• Extracted material:
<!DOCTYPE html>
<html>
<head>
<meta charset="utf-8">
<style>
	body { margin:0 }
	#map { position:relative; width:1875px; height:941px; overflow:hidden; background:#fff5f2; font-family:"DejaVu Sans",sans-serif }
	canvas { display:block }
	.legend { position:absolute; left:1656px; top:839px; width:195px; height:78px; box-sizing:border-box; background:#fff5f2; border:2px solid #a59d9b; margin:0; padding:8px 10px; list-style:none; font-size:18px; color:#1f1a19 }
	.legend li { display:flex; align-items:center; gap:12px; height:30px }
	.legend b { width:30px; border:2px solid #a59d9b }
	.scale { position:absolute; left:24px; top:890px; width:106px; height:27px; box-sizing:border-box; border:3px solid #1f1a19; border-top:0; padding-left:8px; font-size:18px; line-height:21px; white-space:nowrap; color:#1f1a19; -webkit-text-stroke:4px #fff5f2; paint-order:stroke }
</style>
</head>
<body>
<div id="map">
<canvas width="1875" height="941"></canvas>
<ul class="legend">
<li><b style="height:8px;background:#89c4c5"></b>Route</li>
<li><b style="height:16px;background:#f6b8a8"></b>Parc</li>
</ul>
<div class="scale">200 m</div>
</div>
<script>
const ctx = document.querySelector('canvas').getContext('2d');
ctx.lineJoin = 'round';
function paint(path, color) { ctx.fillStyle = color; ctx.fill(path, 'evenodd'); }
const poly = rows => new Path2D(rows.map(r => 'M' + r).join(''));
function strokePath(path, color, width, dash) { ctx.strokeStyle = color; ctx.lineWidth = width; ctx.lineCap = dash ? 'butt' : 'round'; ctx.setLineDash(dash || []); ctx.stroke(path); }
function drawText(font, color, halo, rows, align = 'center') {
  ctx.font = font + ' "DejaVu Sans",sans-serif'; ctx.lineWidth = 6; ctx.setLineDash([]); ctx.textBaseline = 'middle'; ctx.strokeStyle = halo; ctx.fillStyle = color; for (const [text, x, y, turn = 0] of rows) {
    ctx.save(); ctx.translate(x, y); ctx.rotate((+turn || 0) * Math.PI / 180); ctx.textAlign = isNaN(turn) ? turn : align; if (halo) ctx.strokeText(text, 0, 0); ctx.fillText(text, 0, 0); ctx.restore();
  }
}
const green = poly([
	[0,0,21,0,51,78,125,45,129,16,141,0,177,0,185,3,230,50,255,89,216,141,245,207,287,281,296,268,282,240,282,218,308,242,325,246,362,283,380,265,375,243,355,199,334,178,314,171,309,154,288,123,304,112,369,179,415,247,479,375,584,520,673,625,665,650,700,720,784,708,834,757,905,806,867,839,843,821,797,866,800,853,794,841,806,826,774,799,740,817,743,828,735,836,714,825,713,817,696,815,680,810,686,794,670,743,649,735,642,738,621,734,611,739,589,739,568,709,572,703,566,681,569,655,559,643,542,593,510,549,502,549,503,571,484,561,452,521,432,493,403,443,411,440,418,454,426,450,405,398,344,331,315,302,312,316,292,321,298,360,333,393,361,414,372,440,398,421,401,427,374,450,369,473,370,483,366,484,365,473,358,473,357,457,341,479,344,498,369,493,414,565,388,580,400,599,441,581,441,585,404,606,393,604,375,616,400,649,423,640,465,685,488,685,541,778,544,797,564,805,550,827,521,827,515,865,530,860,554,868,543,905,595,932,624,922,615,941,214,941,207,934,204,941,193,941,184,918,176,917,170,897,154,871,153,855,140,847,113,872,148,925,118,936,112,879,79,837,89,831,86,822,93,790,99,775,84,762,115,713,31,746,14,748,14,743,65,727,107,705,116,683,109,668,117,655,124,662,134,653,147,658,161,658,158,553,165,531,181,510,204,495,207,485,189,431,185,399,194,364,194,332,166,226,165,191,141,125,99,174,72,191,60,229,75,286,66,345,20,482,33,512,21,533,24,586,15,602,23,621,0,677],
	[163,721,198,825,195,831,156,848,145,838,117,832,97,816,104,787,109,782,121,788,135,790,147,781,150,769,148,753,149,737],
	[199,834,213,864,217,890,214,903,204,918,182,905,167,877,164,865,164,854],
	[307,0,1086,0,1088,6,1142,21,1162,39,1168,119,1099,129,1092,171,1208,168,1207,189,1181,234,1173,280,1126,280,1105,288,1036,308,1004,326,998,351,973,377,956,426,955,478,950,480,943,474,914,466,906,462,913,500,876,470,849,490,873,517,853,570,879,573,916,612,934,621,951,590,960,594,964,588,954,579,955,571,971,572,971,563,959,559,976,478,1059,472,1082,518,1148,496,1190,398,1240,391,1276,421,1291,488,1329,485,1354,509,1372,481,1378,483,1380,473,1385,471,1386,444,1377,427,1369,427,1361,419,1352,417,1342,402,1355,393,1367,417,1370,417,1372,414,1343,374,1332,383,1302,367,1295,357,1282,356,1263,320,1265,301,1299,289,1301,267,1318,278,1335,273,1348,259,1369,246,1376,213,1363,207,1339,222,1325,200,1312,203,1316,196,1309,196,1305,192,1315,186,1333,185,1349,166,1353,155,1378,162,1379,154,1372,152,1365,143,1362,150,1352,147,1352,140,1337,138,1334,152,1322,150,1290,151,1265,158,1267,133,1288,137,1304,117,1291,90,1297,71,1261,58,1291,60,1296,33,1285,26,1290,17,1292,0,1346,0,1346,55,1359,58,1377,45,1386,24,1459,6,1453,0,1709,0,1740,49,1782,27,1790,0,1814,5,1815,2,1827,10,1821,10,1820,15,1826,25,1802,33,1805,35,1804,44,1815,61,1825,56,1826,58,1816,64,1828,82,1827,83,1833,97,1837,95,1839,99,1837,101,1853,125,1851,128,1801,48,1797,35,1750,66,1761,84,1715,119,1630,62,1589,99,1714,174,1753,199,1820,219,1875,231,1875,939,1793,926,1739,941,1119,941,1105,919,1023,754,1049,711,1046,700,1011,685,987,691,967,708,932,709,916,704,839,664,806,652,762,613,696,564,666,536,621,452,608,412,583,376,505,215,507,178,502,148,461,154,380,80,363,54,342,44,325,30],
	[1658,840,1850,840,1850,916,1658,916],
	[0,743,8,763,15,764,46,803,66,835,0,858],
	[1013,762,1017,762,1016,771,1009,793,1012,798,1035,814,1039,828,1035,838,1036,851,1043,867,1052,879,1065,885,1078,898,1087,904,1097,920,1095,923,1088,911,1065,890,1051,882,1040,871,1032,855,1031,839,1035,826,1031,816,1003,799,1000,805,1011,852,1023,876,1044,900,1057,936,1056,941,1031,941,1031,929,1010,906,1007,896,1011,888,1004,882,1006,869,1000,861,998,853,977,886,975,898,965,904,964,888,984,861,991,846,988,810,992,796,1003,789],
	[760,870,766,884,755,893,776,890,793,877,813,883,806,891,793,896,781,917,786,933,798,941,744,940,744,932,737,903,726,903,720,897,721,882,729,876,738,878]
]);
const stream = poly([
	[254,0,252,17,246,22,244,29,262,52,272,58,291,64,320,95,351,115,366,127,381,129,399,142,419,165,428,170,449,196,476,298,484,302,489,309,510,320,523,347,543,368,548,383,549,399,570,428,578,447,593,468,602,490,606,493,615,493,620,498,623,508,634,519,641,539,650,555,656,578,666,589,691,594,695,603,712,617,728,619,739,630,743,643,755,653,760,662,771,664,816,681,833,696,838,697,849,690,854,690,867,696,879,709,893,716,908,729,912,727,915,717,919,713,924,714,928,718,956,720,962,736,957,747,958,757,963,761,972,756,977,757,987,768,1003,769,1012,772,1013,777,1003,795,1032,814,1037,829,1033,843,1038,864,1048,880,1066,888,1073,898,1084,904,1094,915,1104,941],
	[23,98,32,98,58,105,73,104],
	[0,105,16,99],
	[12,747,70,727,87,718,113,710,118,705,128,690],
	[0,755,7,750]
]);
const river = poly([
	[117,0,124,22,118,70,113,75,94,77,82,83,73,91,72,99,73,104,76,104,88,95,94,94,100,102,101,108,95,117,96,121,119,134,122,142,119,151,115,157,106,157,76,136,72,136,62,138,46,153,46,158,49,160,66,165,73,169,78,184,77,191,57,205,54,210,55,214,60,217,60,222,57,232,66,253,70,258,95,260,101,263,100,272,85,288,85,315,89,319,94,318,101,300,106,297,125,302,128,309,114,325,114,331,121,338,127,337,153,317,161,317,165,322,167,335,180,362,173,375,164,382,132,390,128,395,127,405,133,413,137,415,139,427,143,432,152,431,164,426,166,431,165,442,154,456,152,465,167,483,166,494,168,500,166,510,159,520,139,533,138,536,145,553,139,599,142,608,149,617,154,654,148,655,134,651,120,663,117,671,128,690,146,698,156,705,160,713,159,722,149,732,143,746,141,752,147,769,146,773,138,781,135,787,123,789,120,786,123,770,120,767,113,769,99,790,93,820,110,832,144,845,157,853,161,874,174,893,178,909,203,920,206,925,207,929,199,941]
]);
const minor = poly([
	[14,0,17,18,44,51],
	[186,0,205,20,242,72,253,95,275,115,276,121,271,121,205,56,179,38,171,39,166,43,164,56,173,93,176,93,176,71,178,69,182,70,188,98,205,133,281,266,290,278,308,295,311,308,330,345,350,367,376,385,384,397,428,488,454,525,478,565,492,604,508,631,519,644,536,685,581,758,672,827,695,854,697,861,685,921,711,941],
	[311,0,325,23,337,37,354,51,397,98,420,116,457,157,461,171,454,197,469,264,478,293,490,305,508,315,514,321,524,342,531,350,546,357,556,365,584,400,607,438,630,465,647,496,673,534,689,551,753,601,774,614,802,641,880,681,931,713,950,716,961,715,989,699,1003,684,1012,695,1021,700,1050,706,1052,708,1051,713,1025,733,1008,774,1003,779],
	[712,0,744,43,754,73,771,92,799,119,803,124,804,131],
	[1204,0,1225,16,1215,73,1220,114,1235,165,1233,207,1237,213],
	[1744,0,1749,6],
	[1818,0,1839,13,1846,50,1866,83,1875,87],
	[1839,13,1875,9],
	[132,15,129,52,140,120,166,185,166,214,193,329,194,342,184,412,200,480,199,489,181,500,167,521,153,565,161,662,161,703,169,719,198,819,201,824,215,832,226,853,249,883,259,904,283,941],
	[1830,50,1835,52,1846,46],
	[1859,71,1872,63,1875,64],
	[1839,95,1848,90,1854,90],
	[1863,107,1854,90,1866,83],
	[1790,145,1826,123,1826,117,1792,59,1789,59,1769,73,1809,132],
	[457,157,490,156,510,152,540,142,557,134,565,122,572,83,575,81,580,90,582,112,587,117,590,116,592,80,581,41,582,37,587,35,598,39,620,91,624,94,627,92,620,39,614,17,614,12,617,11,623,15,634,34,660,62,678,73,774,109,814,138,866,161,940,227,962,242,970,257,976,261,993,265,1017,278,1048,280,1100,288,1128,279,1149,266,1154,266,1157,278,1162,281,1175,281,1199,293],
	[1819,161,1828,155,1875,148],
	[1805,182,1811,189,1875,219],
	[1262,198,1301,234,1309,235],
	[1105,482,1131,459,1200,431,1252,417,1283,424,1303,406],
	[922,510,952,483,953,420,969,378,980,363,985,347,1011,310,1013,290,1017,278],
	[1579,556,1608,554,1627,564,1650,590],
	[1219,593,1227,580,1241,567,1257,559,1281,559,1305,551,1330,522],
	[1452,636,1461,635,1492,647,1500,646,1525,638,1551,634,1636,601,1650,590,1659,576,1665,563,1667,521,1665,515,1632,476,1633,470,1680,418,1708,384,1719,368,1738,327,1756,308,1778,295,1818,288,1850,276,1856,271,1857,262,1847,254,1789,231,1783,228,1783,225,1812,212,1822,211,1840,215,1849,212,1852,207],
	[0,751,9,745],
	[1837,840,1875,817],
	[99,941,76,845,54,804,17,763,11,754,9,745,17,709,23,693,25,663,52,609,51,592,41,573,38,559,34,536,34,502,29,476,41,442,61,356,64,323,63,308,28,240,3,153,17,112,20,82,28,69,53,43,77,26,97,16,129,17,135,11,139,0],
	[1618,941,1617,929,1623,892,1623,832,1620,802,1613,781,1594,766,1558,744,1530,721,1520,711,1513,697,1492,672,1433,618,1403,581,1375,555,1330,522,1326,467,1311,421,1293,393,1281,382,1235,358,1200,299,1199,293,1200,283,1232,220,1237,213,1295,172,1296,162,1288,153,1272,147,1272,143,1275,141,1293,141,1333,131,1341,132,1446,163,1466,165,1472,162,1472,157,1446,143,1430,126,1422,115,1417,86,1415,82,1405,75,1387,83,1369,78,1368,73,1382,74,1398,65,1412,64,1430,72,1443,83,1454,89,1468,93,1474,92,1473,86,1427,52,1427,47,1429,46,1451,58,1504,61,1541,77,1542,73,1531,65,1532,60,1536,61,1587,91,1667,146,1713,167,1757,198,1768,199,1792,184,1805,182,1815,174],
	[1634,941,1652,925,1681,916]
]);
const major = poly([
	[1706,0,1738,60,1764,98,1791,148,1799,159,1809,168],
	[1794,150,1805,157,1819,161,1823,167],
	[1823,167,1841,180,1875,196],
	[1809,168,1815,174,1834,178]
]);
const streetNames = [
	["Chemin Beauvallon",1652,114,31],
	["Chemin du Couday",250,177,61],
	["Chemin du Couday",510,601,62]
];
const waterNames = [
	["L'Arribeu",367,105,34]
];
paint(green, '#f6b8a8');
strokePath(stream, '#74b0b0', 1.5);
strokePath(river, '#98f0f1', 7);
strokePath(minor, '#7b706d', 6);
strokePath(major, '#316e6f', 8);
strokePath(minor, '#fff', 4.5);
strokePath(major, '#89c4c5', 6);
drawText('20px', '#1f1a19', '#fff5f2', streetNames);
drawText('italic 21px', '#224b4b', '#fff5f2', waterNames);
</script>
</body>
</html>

• Instructions for the task: Every line of the records that includes the word "align" should be gathered.

• Reply to the exercise:
	.legend li { display:flex; align-items:center; gap:12px; height:30px }
function drawText(font, color, halo, rows, align = 'center') {
    ctx.save(); ctx.translate(x, y); ctx.rotate((+turn || 0) * Math.PI / 180); ctx.textAlign = isNaN(turn) ? turn : align; if (halo) ctx.strokeText(text, 0, 0); ctx.fillText(text, 0, 0); ctx.restore();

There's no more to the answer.